Arm-powered CPUs utterly dominate mobile devices, a field in which Intel suffered a humiliating failure. Arm won by offering speed combined with low power consumption, both achieved without generating much heat.
Those qualities are welcome anywhere and a few small cloud operators have therefore tried Arm-powered servers, as have a few supercomputers. But Arm-powered servers have not enjoyed enough success to elevate such devices above promising curiosities.
But they're a lot more than an oddity now, because AWS's sheer size and influence confers on a tangible credibility at scale onto arm-powered servers.
Better yet, AWS has made servers accessible for existing applications.
"If your application is written in a scripting language, odds are that you can simply move it over to an A1 instance and run it as it is," wrote AWS 'Jeff Barr.
Barr added that the new silicon is "a great fit for scale-out workloads where you can load the load across a group of small instances. This includes containerised microservices, web servers, development environments, and caching fleets. "
Containerised microservices are the so-hot-right-now technology at the heart of native-development efforts
The CPUs are called Graviton an power a new "A1" EC2 instance type that scales from one to 16 virtual CPUs. As AWS 'EC2 price list shows, the smallest A1 instance – the a1.medium – costs US $ 0.0255 per hour, rather than some of the company's very small Intel-powered instances.
The silicon-literate folk at The Register have had a peek at the A1 instances and feel they are based on the Cortex-A72 chip. That's an arm product aimed at mobile devices and which boasts between one and four cores per CPU, but can be clustered to offer more CPUs on a single system-on-chip.
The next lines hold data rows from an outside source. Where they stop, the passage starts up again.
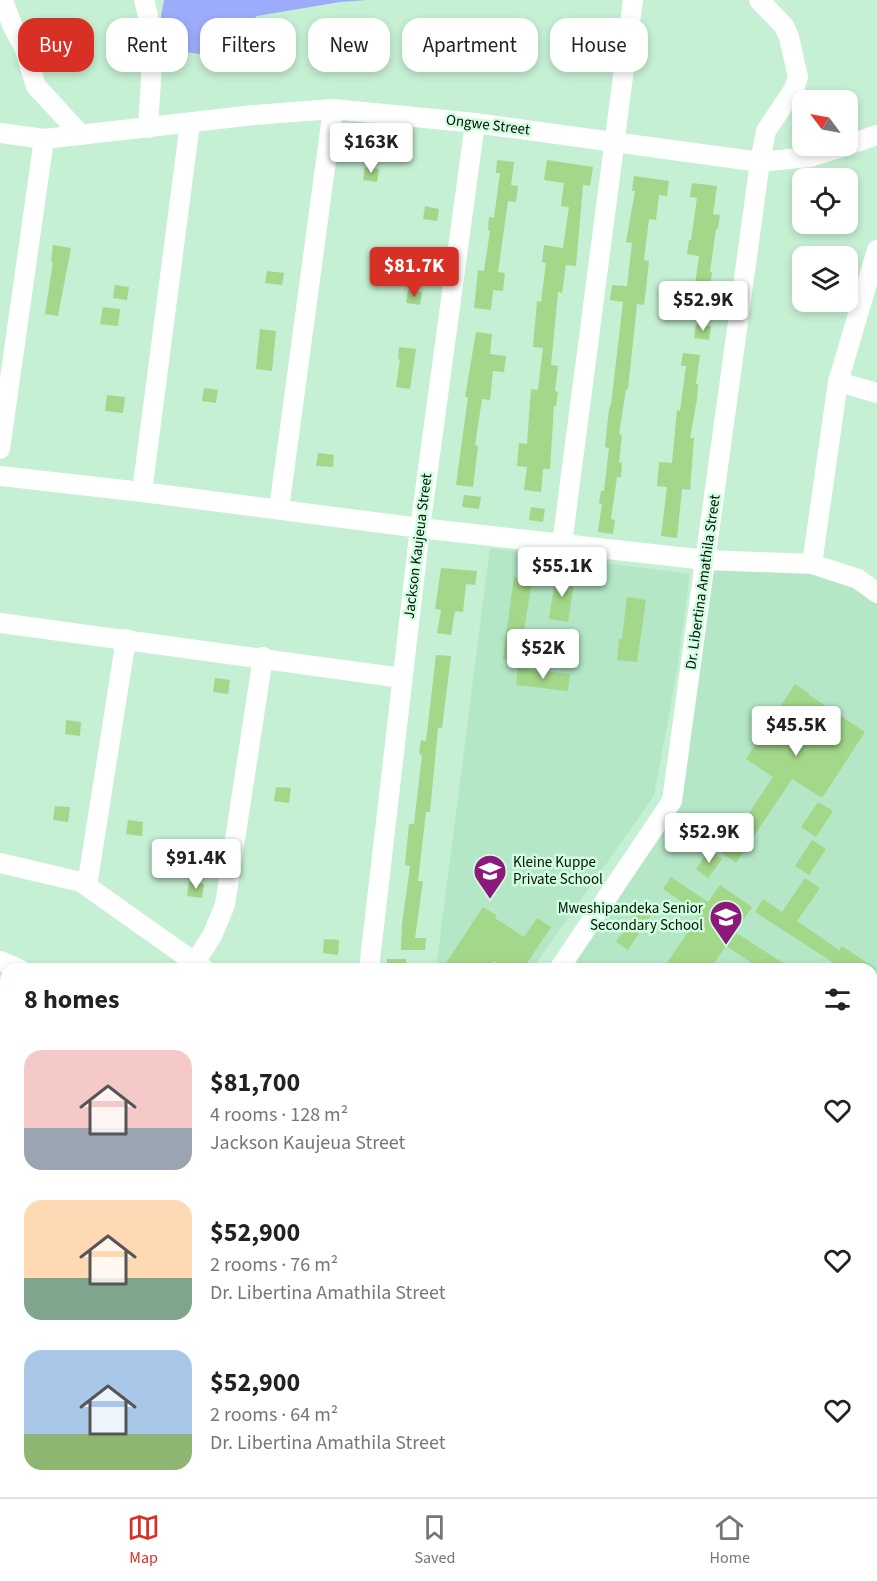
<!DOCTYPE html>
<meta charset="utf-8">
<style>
body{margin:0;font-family:"Source Sans 3",sans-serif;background:#f2f2f2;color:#222;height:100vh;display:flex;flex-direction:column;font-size:22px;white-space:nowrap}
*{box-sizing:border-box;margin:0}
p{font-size:20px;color:#767676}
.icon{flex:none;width:33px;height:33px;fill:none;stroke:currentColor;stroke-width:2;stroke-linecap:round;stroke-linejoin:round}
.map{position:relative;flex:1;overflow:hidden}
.drawer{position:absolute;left:0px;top:963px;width:878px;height:534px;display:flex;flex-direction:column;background:#fff;border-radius:18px 18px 0 0;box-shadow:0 3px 9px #0003}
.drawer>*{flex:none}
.banner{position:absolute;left:18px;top:18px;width:842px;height:54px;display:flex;gap:12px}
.needle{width:39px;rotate:302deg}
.fabs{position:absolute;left:792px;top:90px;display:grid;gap:12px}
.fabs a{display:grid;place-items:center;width:66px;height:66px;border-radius:12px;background:#fff;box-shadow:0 3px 9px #0003;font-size:30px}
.price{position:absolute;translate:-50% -51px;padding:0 14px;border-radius:6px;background:#fff;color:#222;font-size:20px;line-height:39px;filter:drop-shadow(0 2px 3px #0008)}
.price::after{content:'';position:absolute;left:50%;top:36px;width:18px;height:14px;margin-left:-9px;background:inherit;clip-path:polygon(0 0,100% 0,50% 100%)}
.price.on{background:#d93025;color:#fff}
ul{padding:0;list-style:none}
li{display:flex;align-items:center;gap:18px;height:150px;padding:0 24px}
li span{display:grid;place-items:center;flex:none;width:168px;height:120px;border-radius:18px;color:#555}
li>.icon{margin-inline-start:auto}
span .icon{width:72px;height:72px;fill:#fffc;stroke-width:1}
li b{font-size:26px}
h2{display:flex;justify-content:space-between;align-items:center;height:72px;padding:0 24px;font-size:26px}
.tag{padding:0 21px;border-radius:18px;background:#fff;box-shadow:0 3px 9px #0003;font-size:21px;line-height:54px}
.tag.on{background:#d93025;color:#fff}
.dock{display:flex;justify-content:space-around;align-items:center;height:84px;border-top:2px solid #e0e0e0;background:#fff;font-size:16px;color:#767676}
.dock a{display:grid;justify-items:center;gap:3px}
.dock .on{color:#d93025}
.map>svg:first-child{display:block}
.built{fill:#b4e7c5}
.water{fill:#9dabfb}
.building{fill:#a3d78a}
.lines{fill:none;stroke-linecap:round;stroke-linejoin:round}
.minor{stroke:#fff;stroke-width:20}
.labels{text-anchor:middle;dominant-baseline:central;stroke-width:5;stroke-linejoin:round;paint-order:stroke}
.street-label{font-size:15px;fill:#031209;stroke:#d2fee0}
.poi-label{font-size:15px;fill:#031209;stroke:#d2fee0;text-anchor:start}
</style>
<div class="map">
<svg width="877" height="1497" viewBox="0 0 877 1497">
<rect width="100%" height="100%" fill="#c5f0d3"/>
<!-- built -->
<g class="built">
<polygon points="490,548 690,574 677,671 654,796 532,969 436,969"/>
<polygon points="706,560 812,564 877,593 877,1497 195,1497 187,1491 872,1491 872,969 559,969 672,801"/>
</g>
<!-- water -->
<polygon class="water" points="164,0 367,0 340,2 257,16 212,56 174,50 161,16"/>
<!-- building -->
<g class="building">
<polygon points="497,160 514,162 511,185 518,186 516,202 508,201 498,272 505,273 503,291 493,290 491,310 474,308 478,270 484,271 490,231 488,230 489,217 494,218 500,173 496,173"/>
<polygon points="547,160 593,167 590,186 583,185 576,266 566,265 562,293 558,292 551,365 558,366 555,391 558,392 556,406 554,406 550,469 543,469 541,492 524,490 527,467 517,466 519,443 527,444 531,389 538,390 543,348 533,347 537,301 541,302 546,263 542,262 544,245 563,248 569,207 561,206 564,183 544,180"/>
<polygon points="365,167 379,169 377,182 363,180"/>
<polygon points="634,176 669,181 667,196 659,195 656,220 649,219 644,260 649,261 646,289 644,305 637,304 628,389 626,389 619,434 622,435 619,462 622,463 621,477 617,477 611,519 615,520 613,534 598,532 602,504 599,503 601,491 604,491 609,448 605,447 608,417 610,405 611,405 623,302 610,300 612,285 627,286 632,243 626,242 635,191 632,191"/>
<polygon points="692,183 717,186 713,214 720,215 718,229 716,229 710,272 712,272 710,286 695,285 699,256 687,254 689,240 691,240 697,198 690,197"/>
<polygon points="425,206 439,209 437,221 423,219"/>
<polygon points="53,245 71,248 58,316 45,314 53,262 51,262"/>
<polygon points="267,271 284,273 282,285 265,283"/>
<polygon points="115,285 129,287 127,300 113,298"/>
<polygon points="408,290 422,292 420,305 406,303"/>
<polygon points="676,298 697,301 695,315 674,313"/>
<polygon points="103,307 120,309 118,326 100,324"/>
<polygon points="696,324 711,326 709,340 694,338"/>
<polygon points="260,329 276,331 272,371 256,369"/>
<polygon points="476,332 492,334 490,354 506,356 504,372 493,371 490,400 482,399 475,445 478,446 473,487 456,485 468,397 465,397"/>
<polygon points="399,347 416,349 410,389 396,387 400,360 398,359"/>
<polygon points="683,353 700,355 696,384 698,384 697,399 690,438 694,438 690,490 682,489 677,538 661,536 667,487 657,486 659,462 672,463 677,410 680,411 686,366 681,366"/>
<polygon points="204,388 218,390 216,403 202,401"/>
<polygon points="107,395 125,397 123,413 105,411"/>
<polygon points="318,453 334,455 333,467 316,466"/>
<polygon points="464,495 481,497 479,509 462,507"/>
<polygon points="531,507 545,509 543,522 529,520"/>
<polygon points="441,568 477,571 475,585 466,584 463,612 455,611 451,635 437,633 441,610 435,609"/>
<polygon points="556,574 575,577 568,622 549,619"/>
<polygon points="514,577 532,580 519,662 503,659"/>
<polygon points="627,597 646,600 637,662 617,660 619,639 622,639"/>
<polygon points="436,655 451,656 442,728 438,728 430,812 426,812 418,881 423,881 415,938 426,938 425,950 401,950 402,924 410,866 405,865 409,824 414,824 422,755 419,754 421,740 426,741"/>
<polygon points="518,668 570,674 568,691 516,685"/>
<polygon points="215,678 230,680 228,694 213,692"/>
<polygon points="795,684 810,694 809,695 865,732 822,798 792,779 736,863 722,853 773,777 746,759"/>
<polygon points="66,720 81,722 80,736 65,734"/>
<polygon points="276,787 291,788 289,803 274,801"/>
<polygon points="818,802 833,811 816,837 801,827"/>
<polygon points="55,806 70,807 68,822 53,820"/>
<polygon points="128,820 143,822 142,836 126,834"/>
<polygon points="812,840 826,849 809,875 795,866"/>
<polygon points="709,850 722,859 708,878 696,869"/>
<polygon points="671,877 708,902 720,885 752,907 735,932 792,969 761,969 726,946 710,969 663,969 700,914 663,889"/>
<polygon points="805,878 820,888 797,921 839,950 842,946 876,969 843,969 755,912 763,899 782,912"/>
<polygon points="189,882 204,884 202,898 187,896"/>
<polygon points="641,905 652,913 628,950 616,942"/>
<polygon points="483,907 496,915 495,918 524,937 537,918 551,927 523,969 506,969 494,961 488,969 442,969"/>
<polygon points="324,939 339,940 338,955 323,953"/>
<rect x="387" y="959" width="19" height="10"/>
</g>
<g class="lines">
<!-- minor -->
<g class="minor">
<polyline points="3,0 12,25 24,47 36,86 81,135"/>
<path d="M144,0C157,41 150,86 148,128"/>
<polyline points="0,133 44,139 254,115 333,109 475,123 760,162 810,157 846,146"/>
<polyline points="848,145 877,135"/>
<polyline points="838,382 877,393"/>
<polyline points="0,449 44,139"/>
<polyline points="0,476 142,492 420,528 706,560 812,564 858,579 877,593"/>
<polyline points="142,492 190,123"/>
<polyline points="279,509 333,109"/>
<polyline points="562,544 633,0"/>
<polyline points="812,564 838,382 877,250"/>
<polyline points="0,623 402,678"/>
<polyline points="0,863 81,882 204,969"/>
<polyline points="87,886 126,639"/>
<polyline points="0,961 19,969"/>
<polyline points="195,962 212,936 225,905 263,657"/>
<polyline points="369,969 420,528 475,123"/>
<polyline points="559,969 672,801 760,162 766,131 794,89 798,77 789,37 784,26 759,0"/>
<polyline points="872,1326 877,1330"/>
<polyline points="0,1373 6,1371"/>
<polyline points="702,1491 711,1497"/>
<polyline points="167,1497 171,1491"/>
<polyline points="612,1497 614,1491"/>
</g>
</g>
<!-- icons -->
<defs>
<g id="school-pin" transform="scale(1.725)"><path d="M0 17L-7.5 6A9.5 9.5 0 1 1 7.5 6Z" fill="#8d1a7b" stroke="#d2fee0"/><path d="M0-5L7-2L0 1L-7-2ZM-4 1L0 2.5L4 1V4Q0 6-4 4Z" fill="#fff"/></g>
</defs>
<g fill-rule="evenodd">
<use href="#school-pin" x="490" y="871"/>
<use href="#school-pin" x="726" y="917"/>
</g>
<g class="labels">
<!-- street labels -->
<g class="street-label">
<text transform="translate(488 125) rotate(7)">Ongwe Street</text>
<text transform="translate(418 546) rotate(-83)">Jackson Kaujeua Street</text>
<text transform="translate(703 582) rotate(-82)">Dr. Libertina Amathila Street</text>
</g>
<!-- poi labels -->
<g class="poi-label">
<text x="513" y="862">Kleine Kuppe<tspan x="513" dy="17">Private School</tspan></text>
<text x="703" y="908" text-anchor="end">Mweshipandeka Senior<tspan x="703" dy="17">Secondary School</tspan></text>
</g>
</g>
</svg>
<div class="fabs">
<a><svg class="needle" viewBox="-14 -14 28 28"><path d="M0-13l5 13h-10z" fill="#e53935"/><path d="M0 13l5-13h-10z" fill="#767676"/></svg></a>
<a><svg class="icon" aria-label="locate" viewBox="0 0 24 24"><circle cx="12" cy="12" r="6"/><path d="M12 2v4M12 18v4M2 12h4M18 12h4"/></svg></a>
<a><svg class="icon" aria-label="layers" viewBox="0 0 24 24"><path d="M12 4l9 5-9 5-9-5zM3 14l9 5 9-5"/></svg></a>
</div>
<b class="price" style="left:371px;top:174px">$163K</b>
<b class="price on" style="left:414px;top:298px">$81.7K</b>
<b class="price" style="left:703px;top:332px">$52.9K</b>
<b class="price" style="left:562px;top:598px">$55.1K</b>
<b class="price" style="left:543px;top:680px">$52K</b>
<b class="price" style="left:796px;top:757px">$45.5K</b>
<b class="price" style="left:709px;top:864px">$52.9K</b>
<b class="price" style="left:196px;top:890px">$91.4K</b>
<div class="banner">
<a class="tag on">Buy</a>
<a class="tag">Rent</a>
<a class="tag">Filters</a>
<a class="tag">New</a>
<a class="tag">Apartment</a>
<a class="tag">House</a>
</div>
<section class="drawer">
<h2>8 homes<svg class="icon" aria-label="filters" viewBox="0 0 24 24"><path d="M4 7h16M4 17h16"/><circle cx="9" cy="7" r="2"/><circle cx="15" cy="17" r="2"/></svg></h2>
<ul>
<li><span style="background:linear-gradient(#f6c9c9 65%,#9aa5b1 0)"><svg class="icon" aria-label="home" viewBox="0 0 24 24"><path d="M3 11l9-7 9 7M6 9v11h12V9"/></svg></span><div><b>$81,700</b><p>4 rooms · 128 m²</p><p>Jackson Kaujeua Street</p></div><svg class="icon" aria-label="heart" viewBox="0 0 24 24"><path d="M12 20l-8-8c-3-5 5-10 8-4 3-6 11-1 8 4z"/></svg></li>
<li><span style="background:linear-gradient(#ffd9b3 65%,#7fa58c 0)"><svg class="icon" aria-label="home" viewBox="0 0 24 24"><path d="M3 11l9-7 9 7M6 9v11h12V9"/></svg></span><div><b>$52,900</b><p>2 rooms · 76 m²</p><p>Dr. Libertina Amathila Street</p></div><svg class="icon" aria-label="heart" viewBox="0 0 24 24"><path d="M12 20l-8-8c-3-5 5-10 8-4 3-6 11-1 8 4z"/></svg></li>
<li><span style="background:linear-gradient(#a9c7e8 70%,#8fb573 0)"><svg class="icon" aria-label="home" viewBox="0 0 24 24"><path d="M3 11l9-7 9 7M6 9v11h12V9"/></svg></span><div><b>$52,900</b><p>2 rooms · 64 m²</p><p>Dr. Libertina Amathila Street</p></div><svg class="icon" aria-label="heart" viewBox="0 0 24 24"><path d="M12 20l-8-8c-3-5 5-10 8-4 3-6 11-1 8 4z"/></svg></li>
</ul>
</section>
</div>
<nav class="dock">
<a class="on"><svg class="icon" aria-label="map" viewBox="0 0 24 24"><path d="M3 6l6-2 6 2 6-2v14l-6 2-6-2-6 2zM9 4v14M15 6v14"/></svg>Map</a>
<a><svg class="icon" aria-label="saved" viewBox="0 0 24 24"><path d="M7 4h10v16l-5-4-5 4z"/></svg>Saved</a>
<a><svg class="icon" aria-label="home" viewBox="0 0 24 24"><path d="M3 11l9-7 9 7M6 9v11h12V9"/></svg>Home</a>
</nav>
El Reg also found that each virtual CPU corresponds to one physical core.
Stabbing Intel in the front
The A1's ability to run scripted apps is critical because it means that the developers do not need to initiate A1 instances, either in earnest or out of curiosity.
That's a bad news for Intel, which has rather enjoyed being a supplier to AWS and other hyperscale clouds.
Intel now surely knows that while its Xeon Range remains superior to arm-powered efforts, this will change over time.
It's also been shown that AWS has enough muscle to take on the decidedly non-trivial task of designing its own silicon, having it built and working it into servers. Or in other words, it can perform most of Intel's core competencies.
A1 and Graviton, Red Hat's Chief Arm Architect Jon Masters took to Medium to reveal he's had chance to use new A1 instances and said they 're more-or-less indistinguishable from any other server running Linux.
So AWS has that side of things covered too.
And that's before we see the impact of "the edge", the new hot space in the computing and storage resources sprout just where within reach of a 5G network.
Arm-powered devices are widely expected to do very well on the edge. And AWS has a chance to go now, with partner VMware's recently-ported-to-arm flagship ESXi virtualization product to help get loadloads where they need to go.
Which makes today a very important day indeed, because it's the one on which the x86 hegemony has challenged like never before.